Most food industry secrets, like KFC's 11 herbs and spices or Coca-Cola's ingredient list, are strictly guarded and shrouded in mystery. But in the case of Cinnabon, the secret ingredient is impossible to hide. Not only is cinnamon the key to its signature rolls, it's also responsible for the irresistible scent we associate with the chain – through no small effort of the marketing team's part. The tantalizing aroma is wafted strategically, ensuring it lingers in the air.

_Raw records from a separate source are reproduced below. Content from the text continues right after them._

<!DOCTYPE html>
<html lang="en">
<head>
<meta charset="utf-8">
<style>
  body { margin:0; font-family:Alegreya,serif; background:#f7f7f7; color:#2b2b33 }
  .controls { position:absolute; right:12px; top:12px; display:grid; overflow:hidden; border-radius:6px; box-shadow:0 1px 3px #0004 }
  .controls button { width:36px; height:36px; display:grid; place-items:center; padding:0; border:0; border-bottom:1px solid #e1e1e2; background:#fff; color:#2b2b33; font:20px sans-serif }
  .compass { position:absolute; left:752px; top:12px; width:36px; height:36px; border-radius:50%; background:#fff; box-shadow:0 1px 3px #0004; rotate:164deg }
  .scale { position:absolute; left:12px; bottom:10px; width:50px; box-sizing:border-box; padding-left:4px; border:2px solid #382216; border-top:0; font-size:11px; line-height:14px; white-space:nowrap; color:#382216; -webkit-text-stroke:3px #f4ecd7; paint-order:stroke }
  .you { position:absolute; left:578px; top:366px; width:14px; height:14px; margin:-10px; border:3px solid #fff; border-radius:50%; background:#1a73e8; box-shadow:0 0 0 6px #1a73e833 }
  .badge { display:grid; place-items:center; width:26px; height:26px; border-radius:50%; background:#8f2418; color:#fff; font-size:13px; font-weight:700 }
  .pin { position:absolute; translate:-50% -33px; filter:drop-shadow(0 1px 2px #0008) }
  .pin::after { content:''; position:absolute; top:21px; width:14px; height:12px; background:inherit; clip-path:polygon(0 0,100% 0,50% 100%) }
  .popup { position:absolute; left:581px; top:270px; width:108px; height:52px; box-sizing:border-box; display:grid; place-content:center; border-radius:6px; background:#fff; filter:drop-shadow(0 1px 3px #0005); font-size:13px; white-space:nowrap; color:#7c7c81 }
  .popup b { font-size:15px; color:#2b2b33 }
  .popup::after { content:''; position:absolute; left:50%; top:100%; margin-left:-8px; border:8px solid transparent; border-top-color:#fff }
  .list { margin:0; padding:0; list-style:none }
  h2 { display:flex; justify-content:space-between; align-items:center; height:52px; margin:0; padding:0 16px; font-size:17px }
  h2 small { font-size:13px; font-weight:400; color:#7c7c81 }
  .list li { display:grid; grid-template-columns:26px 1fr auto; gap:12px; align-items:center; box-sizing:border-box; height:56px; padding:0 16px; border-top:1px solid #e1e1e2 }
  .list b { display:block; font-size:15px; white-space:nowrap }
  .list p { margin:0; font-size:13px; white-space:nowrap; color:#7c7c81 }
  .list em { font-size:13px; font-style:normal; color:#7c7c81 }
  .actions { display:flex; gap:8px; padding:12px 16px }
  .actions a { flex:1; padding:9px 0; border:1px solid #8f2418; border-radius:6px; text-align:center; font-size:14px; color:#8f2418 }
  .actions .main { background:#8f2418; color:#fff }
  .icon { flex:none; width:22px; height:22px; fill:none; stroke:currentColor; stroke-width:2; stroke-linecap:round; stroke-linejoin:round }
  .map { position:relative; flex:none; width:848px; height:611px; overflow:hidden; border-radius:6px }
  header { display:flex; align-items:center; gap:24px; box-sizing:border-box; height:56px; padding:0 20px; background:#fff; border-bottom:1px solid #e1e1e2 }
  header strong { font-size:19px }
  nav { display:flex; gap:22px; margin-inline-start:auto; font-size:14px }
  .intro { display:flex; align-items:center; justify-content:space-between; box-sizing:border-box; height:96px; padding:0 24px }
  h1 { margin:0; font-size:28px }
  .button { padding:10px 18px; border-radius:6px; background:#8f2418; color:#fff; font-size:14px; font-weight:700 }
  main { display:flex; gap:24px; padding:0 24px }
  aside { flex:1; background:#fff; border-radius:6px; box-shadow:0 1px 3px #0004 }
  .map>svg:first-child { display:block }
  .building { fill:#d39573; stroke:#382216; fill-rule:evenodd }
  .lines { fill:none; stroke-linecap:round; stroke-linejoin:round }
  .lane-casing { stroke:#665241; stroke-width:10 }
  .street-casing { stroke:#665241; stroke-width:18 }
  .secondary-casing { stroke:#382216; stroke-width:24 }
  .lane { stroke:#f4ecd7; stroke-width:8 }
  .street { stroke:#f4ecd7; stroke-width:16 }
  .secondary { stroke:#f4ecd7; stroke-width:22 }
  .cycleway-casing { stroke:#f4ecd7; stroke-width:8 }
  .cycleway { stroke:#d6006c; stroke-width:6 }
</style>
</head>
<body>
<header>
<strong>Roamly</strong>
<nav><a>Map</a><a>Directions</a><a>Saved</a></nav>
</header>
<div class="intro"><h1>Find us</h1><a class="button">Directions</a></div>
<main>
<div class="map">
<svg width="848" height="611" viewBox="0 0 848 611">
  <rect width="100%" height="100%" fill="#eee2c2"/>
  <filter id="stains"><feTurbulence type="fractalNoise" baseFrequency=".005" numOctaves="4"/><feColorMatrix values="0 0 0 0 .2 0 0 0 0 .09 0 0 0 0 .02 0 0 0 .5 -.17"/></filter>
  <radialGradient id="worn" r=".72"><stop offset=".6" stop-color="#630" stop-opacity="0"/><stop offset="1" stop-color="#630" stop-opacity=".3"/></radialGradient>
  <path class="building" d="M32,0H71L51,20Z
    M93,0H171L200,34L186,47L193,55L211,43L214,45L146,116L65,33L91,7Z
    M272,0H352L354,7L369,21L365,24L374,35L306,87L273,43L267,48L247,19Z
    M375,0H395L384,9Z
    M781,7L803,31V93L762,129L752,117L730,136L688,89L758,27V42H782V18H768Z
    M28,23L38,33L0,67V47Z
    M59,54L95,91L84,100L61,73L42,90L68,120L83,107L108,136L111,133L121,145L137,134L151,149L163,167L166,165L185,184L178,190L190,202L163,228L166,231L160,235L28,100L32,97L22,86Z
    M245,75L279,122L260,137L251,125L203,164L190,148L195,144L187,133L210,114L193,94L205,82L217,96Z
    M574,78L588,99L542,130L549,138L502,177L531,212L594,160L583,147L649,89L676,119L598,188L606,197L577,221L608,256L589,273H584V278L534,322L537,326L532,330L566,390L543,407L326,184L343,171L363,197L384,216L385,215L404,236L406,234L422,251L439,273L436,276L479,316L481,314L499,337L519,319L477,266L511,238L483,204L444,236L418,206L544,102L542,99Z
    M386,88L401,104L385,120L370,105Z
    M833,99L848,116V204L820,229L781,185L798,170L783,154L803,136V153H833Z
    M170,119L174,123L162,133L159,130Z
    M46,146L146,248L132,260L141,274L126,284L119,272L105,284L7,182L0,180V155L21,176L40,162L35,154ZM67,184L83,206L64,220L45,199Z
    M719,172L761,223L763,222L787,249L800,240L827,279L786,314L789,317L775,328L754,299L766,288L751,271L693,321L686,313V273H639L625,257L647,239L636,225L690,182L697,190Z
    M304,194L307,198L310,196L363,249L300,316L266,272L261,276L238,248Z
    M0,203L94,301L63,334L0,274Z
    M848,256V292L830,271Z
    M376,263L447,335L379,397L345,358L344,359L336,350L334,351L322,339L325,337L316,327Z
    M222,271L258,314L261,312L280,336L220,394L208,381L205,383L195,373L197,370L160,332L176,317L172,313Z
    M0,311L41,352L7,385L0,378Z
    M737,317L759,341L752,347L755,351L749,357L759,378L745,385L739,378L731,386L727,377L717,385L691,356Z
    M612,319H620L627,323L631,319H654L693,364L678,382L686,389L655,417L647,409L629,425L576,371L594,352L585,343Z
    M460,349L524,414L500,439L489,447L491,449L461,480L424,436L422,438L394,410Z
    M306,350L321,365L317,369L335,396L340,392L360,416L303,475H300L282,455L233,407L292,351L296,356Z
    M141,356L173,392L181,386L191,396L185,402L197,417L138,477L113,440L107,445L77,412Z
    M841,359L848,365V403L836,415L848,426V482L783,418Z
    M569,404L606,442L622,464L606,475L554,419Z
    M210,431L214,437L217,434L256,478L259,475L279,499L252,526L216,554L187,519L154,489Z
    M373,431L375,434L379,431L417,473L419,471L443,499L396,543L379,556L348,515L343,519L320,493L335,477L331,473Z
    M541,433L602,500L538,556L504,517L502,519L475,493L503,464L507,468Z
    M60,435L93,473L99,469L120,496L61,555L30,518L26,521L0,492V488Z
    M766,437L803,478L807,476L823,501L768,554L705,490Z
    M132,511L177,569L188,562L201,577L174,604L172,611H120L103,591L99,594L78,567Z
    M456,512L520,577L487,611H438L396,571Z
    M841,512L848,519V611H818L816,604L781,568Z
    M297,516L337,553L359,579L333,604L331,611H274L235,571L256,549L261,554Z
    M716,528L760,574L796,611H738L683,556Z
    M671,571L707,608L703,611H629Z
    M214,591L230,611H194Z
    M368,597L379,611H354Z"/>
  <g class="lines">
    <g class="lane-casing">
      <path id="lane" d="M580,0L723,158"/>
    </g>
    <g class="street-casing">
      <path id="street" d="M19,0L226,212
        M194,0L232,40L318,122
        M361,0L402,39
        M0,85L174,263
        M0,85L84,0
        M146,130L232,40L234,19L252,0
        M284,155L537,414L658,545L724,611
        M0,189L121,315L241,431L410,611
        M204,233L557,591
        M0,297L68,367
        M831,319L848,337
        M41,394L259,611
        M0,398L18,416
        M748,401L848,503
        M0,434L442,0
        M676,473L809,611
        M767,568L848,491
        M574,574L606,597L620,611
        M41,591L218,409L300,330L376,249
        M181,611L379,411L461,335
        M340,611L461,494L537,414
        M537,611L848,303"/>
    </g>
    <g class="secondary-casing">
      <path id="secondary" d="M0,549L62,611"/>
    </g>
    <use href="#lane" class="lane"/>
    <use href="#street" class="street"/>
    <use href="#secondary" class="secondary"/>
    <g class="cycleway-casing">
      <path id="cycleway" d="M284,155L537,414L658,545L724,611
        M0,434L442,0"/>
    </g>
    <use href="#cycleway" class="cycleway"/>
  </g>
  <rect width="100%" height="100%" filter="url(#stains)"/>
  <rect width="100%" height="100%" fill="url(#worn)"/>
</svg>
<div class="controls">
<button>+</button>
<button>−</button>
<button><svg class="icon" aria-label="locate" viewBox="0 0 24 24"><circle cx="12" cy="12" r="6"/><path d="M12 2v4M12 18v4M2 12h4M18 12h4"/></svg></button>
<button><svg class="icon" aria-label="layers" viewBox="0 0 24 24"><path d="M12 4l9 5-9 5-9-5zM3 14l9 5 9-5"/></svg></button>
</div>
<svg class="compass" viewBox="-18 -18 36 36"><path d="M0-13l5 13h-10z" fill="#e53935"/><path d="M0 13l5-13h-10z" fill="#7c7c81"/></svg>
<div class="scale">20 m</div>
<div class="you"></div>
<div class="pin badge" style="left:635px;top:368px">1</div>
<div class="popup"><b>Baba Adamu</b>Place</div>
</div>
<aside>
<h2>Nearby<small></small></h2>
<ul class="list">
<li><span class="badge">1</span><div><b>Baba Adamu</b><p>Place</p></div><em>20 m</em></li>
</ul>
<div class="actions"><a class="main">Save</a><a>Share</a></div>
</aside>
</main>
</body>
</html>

But though you're likely familiar with the experience of being lured into a Cinnabon and returning to your senses only after you've eaten, what you might not know is that Cinnabon uses a special cinnamon variety that makes the buns irresistible. The founders' quest for the perfect flavor led to the discovery of the unique, sweet-smelling Korintje cinnamon from Sumatra. While similar varieties are available online, Cinnabon has trademarked its own unique Makara blend, leaving us to savor its aroma and flavor while pondering the mystery behind its indulgent allure.